True Colors
Jun 9, 2007 1:00 PM, By Michael Goldman
A look at color grading and cinematography on Ratatouille, Shrek the Third, and Surf's Up.
A major challenge in Ratatouille involved painstaking work to create old, cracked, and degraded textures that would believably depict the age of buildings and surfaces in Paris.
©Disney Enterprises, Inc. and Pixar Animation Studios. All Rights Reserved.
A rat in the kitchen
At Pixar, Sharon Calahan is a principal architect of the final lighting and color scheme for Ratatouille — hence the official credit of director of photography. She also served as the movie's colorist (working on a Lustre 3.1 system) so she was involved in the development of the color palette for the movie from its earliest development phase.
“Overall, I wanted the movie to have fat, rich colors and nice, warm tones — especially in the darks,” she says. “There are cool scenes, but overall, it's definitely a warm movie — warm and with nice detail in the darks.”

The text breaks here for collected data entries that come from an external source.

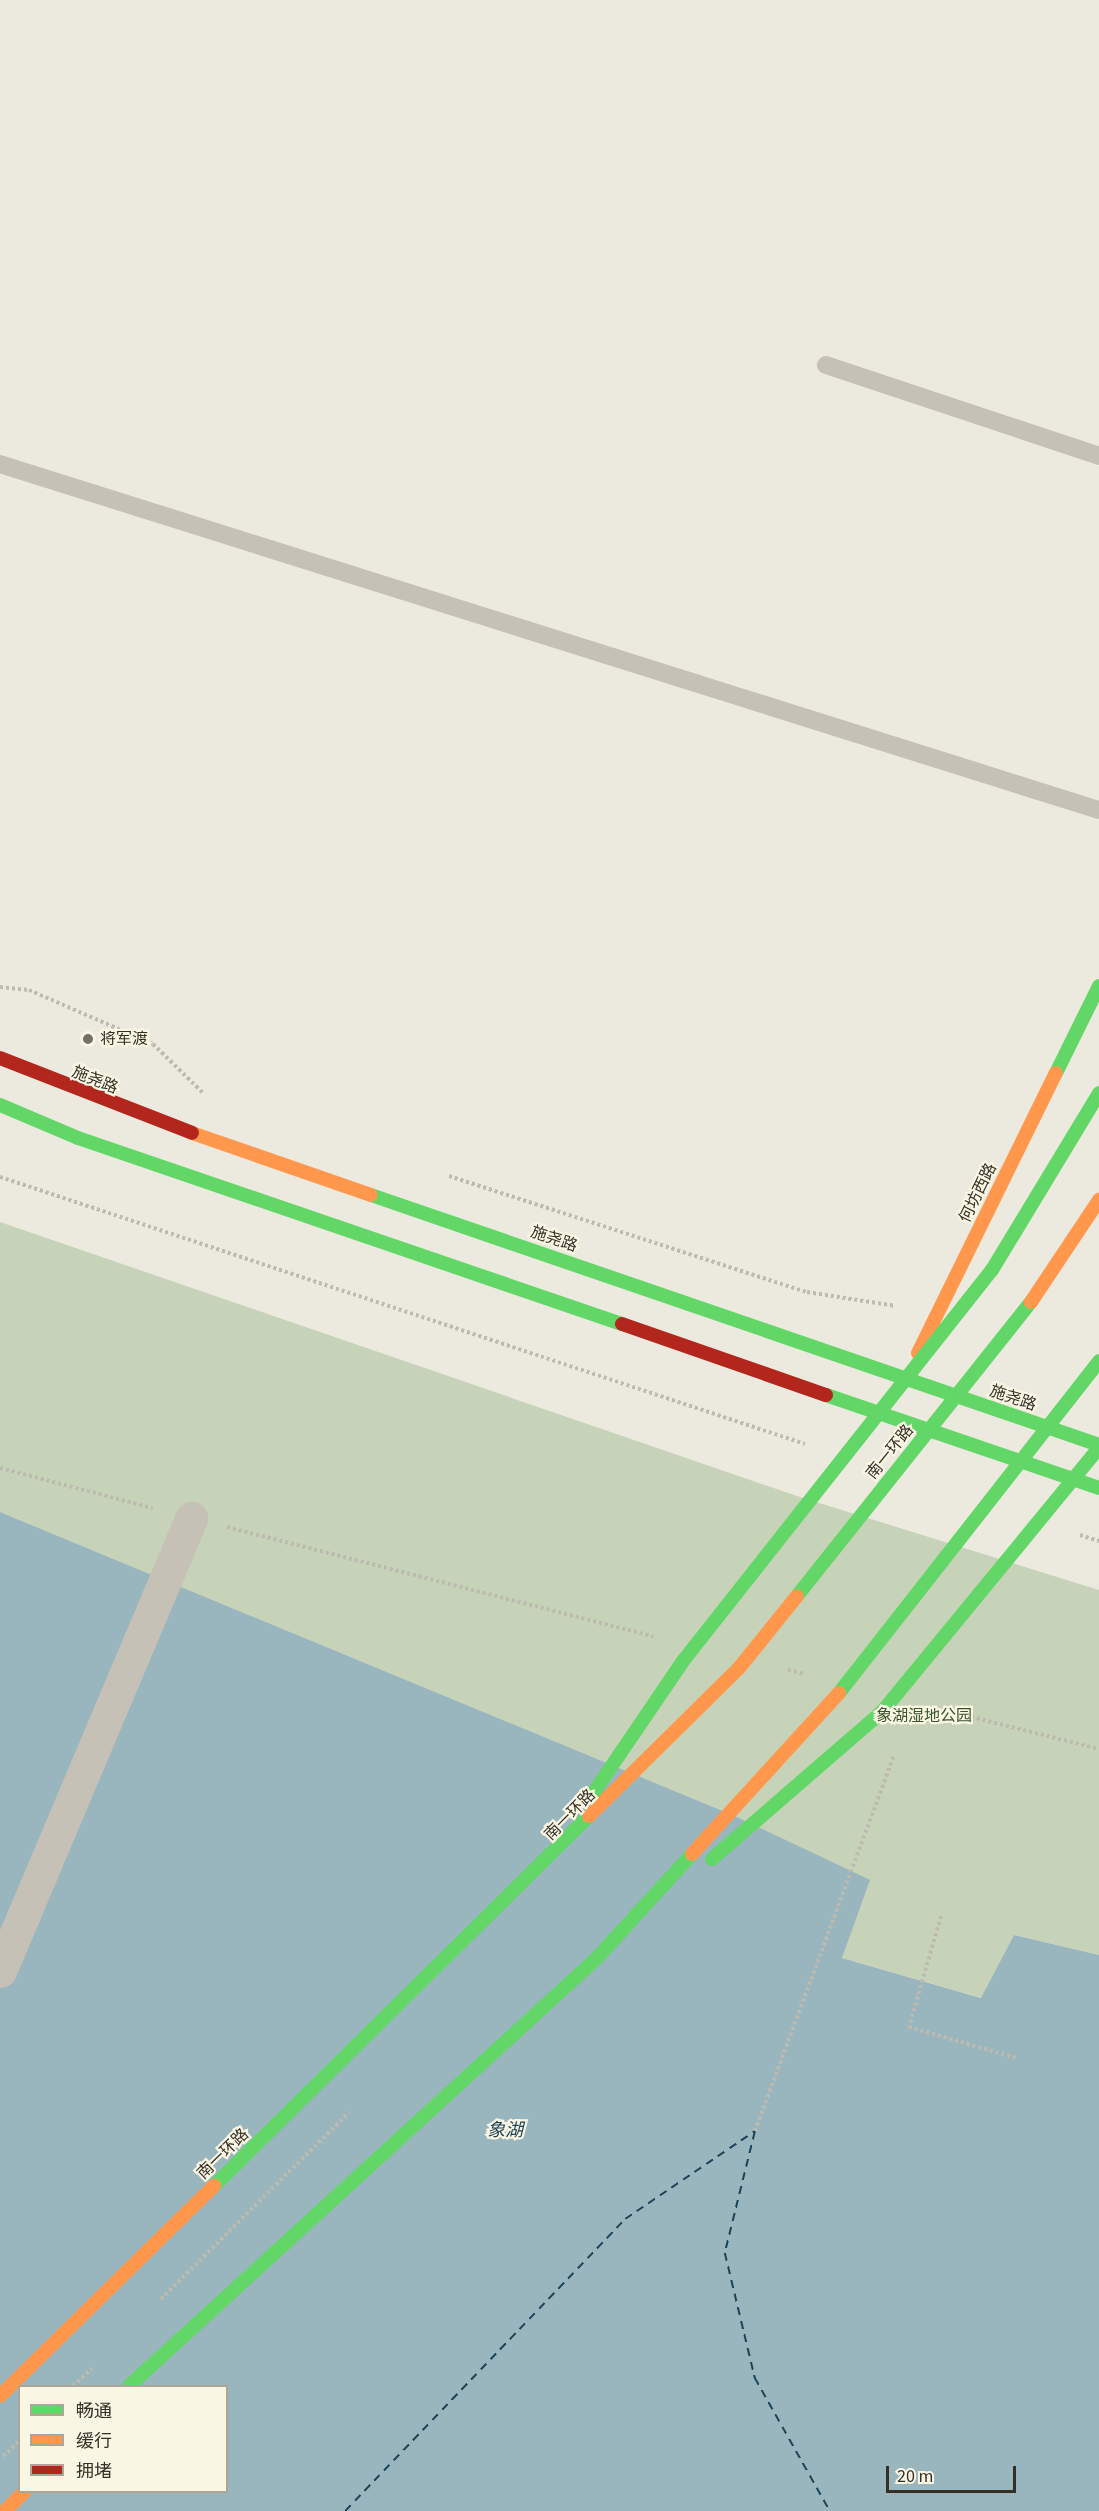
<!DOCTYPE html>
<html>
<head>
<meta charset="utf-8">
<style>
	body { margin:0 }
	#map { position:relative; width:1099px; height:2511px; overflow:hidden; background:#eceade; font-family:"Source Sans 3","Noto Sans SC",sans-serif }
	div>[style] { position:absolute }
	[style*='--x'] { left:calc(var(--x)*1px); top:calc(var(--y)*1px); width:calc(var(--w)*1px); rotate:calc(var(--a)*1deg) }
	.green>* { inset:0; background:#c7d3b8 }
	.water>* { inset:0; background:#99b5be }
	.ferry>* { height:1.5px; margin-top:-0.75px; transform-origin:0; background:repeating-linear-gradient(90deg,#1a4358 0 8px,transparent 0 14px) }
	.path>* { height:4px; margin-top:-2px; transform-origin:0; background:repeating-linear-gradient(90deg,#bdbab0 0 3px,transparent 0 6px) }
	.lane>* { height:18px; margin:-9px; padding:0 9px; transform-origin:9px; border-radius:9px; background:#c5c1b7 }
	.street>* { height:33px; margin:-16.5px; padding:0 16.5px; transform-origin:16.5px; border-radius:16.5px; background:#c5c1b7 }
	.fast>* { height:14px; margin:-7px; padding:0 7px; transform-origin:7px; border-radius:7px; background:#63d668 }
	.slow>* { height:14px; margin:-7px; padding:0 7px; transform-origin:7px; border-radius:7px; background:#ff974d }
	.jam>* { height:14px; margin:-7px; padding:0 7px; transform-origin:7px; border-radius:7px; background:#b3261e }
	.fast-bridge>* { height:14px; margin:-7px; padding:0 7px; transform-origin:7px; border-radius:7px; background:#63d668 }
	.slow-bridge>* { height:14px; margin:-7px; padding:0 7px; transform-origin:7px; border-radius:7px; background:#ff974d }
	.dots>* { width:16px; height:16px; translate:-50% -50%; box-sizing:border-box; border:3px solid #faf6e4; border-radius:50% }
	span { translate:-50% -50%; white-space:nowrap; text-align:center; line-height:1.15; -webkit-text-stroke:4.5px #faf6e4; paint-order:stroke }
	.poi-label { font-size:16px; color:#352f26 }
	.left { translate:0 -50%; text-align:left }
	.street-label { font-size:16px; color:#352f26 }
	.park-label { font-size:16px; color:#385429 }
	.water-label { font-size:18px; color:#1a4358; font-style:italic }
	.legend { position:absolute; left:18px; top:2385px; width:210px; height:108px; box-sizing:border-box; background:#faf6e4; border:2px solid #aba698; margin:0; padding:8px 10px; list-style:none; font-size:18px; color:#352f26 }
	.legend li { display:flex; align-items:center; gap:12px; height:30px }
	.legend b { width:30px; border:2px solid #aba698 }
	.scale { position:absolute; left:886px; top:2466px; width:130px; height:27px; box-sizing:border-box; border:3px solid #352f26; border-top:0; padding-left:8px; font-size:18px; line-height:21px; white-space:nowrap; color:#352f26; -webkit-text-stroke:4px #faf6e4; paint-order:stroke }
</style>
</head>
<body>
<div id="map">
	<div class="green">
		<i style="clip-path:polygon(0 1222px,800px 1497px,1099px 1590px,1099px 1955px,1014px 1935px,982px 1998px,842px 1958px,869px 1881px,735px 1816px,0 1512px)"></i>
	</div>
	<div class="water">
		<i style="clip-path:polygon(evenodd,0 1512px,735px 1816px,870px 1880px,842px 1958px,981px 1998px,1014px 1935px,1099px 1955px,1099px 2511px,0 2511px,0 1512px,20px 2386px,226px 2386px,226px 2492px,20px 2492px,20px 2386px)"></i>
	</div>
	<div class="ferry">
		<i style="--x:755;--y:2132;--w:125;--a:103.9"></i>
		<i style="--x:725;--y:2253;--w:129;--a:76.5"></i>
		<i style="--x:755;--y:2378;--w:153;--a:60.6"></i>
		<i style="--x:345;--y:2511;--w:405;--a:-46.2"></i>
		<i style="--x:625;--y:2219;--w:157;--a:-34.1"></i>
	</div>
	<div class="path">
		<i style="--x:0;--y:987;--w:29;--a:6"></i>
		<i style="--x:29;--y:990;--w:135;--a:23.5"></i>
		<i style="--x:153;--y:1044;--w:71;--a:44.4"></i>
		<i style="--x:449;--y:1176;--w:376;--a:18"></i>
		<i style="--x:807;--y:1292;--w:90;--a:8.9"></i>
		<i style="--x:0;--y:1177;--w:848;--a:18.35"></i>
		<i style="--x:0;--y:1468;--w:158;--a:14.7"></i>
		<i style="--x:227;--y:1527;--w:440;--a:14.4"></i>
		<i style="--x:1080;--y:1535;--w:20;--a:18"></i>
		<i style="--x:788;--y:1670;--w:16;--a:14"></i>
		<i style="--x:936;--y:1708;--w:168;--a:14.1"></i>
		<i style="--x:941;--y:1916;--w:116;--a:106.1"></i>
		<i style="--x:909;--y:2027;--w:112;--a:16"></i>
		<i style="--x:755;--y:2131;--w:399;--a:-69.7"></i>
		<i style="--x:161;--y:2299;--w:265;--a:-44.8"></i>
		<i style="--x:73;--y:2386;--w:26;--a:-43"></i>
		<i style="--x:3;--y:2456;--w:23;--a:-43"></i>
	</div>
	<div class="lane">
		<i style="--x:826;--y:365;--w:288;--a:18.4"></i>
		<i style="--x:0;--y:464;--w:1152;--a:17.48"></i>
	</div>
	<div class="street">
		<i style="--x:0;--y:1971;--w:492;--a:-67.1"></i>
	</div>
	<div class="fast">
		<i style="--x:1056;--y:1073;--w:97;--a:-63.7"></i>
		<i style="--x:0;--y:1105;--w:85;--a:22.9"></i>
		<i style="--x:78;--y:1138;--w:575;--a:18.88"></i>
		<i style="--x:371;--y:1195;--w:770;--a:18.95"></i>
		<i style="--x:826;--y:1395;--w:288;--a:18.8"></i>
	</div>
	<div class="slow">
		<i style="--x:192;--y:1133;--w:189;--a:19.1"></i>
		<i style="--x:918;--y:1353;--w:312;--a:-63.8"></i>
		<i style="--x:5;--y:2511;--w:27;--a:-45"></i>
	</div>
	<div class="jam">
		<i style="--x:0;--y:1058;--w:206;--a:21.3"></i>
		<i style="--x:622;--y:1324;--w:216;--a:19.2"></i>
	</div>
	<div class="fast-bridge">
		<i style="--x:797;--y:1596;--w:376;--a:-51.5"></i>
		<i style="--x:839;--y:1693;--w:422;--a:-51.9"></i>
		<i style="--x:592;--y:1795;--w:162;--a:-55.8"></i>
		<i style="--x:683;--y:1661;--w:498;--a:-51.7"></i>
		<i style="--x:992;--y:1270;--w:207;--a:-58.8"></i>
		<i style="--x:712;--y:1859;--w:225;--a:-40.9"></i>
		<i style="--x:882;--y:1712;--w:342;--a:-50.6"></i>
		<i style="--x:214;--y:2186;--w:527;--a:-44.62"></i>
		<i style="--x:129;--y:2386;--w:634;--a:-42.44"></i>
		<i style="--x:597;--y:1958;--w:141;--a:-47.6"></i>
	</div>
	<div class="slow-bridge">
		<i style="--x:1031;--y:1302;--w:123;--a:-56.3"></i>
		<i style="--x:589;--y:1816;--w:211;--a:-44.6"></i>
		<i style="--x:739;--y:1668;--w:92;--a:-51.1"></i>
		<i style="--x:692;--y:1854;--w:218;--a:-47.6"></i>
		<i style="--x:0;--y:2396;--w:300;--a:-44.5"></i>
	</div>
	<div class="dots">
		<i style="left:88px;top:1039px;background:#757066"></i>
	</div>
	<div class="poi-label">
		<span class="left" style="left:100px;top:1039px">将军渡</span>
	</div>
	<div class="street-label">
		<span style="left:95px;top:1080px;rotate:22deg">施尧路</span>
		<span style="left:978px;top:1193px;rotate:-64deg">何坊西路</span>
		<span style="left:554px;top:1239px;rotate:19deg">施尧路</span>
		<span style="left:1013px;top:1398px;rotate:19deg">施尧路</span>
		<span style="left:890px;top:1452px;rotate:-51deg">南一环路</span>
		<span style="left:570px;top:1815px;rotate:-45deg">南一环路</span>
		<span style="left:223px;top:2154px;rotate:-44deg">南一环路</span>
	</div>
	<div class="park-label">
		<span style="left:924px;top:1716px">象湖湿地公园</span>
	</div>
	<div class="water-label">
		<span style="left:505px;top:2131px">象湖</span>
	</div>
	<ul class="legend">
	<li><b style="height:8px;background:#63d668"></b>畅通</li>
	<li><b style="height:8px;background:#ff974d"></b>缓行</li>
	<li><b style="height:8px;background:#b3261e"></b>拥堵</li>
	</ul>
	<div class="scale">20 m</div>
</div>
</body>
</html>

Pixar more or less followed the basic steps of having art directors design a color scheme; building a preliminary color script; creating color keys, or tone paintings, for major sequences to offer lighting artists a guide for applying those lighting schemes in 3D space; testing the imagery to determine how it would look when exhibited both digitally and on film; and then running it through a final color-grading session.
Watch the exclusive video interview with Randy Thom on the making of Ratatouille at mixonline.com/video.
“The color script is usually an early overview of some of the color arcs in the film and how they relate to the story,” Calahan says. “They tend to be stakes in the ground, but not something we are strictly locked into. For us, they are more for exploration, and then we'll move on in different directions. For Ratatouille, actually, we didn't even finish the color script because the story changed late in the game, and so we moved forward and concentrated on doing lighting studies instead.
“Then we do pastels — what other people might call color keys. Those are more direct to something specific like a scene or a shot. They more accurately reflect what the final image is like, in some cases, but in others, they are a jumping-off point. How many of them we do depends on the complexity of things, how much time we have, and who is on the show.
“Then comes lighting — the funnel through which other departments all come together — and after that, the rendering department takes the final data and renders the images and gets them delivered to image mastering, and that is where I do my color timing.”
Often, depending on the distribution plan for a particular film, that final color-grading session will be repeated more than once to create different versions for multiple release formats.
That last point is an important one, according to Calahan, who ran Ratatouille through multiple grades for several different output media. Calahan says she normally creates fundamental grading elements that can be shared or translated between media before delving into each version specifically.
“I'll do a global pass between all of them that would work for any output, and then I customize that for each specific medium,” she says. “But the point is, you want to make each version look as good as you can for that specific medium, rather than trying to make them all fit into one vanilla box. There is no one common denominator. They all get their own treatment. I am very lucky. Working in CG at Pixar, I do the color work for all output mediums. A live-action DP isn't always hired to supervise color.”
Calahan offers major kudos to Pixar's image mastering department for developing sophisticated tools to allow her to match her monitor (a NEC Multisync FP2141 SB) to film and other output media.
“We have excellent software named ‘Amethyst,’ developed inhouse specifically for color matching between our monitors and film, which obviously has a different color space than our monitors,” Calahan says. “We have sophisticated preview tools for how things translate to film — I can view on a digital projector a very close approximation of what film's color space looks like, and I color correct accordingly. But even before that preview, the software does a great job translating one color space to another, so I can make output images look as close as possible to original source material. That's a huge thing. Before we had any of these tools, back on Toy Story, we would have a beautiful blue on a monitor that looked fine, and then it would just go nuclear, absolutely crazy, on film. Brilliant green on the monitor would look like dead lettuce on film. We were always struggling to get colors to translate and look right. All of those problems have gone away with the work done by our development people.”
Pixar, of course, is not the only major studio with a sophisticated development program. That means, logically, everyone uses what Calahan calls “homegrown stuff.” “We all have our own process, and we're happy with it,” she says.
She says that inhouse development makes the most sense for studios such as Pixar, and it leads to a great deal of innovation.
“We all develop our own software,” she says. “Every studio wants to do it their own way, and there is such a small number of competing studios that no one spends much time developing [LUTs and color-matching software] for us. So we all invest in our own, and then after all that effort and expense, we don't want to share it. We have learned that we need to plan up-front for it. We did not do [a digital intermediate] on Finding Nemo largely because it did not make sense back then. It made more sense to make a few shots better and buy time for ourselves in the lab's schedule than to rush shots that did not look good in order to try a DI. So it's always a tradeoff.”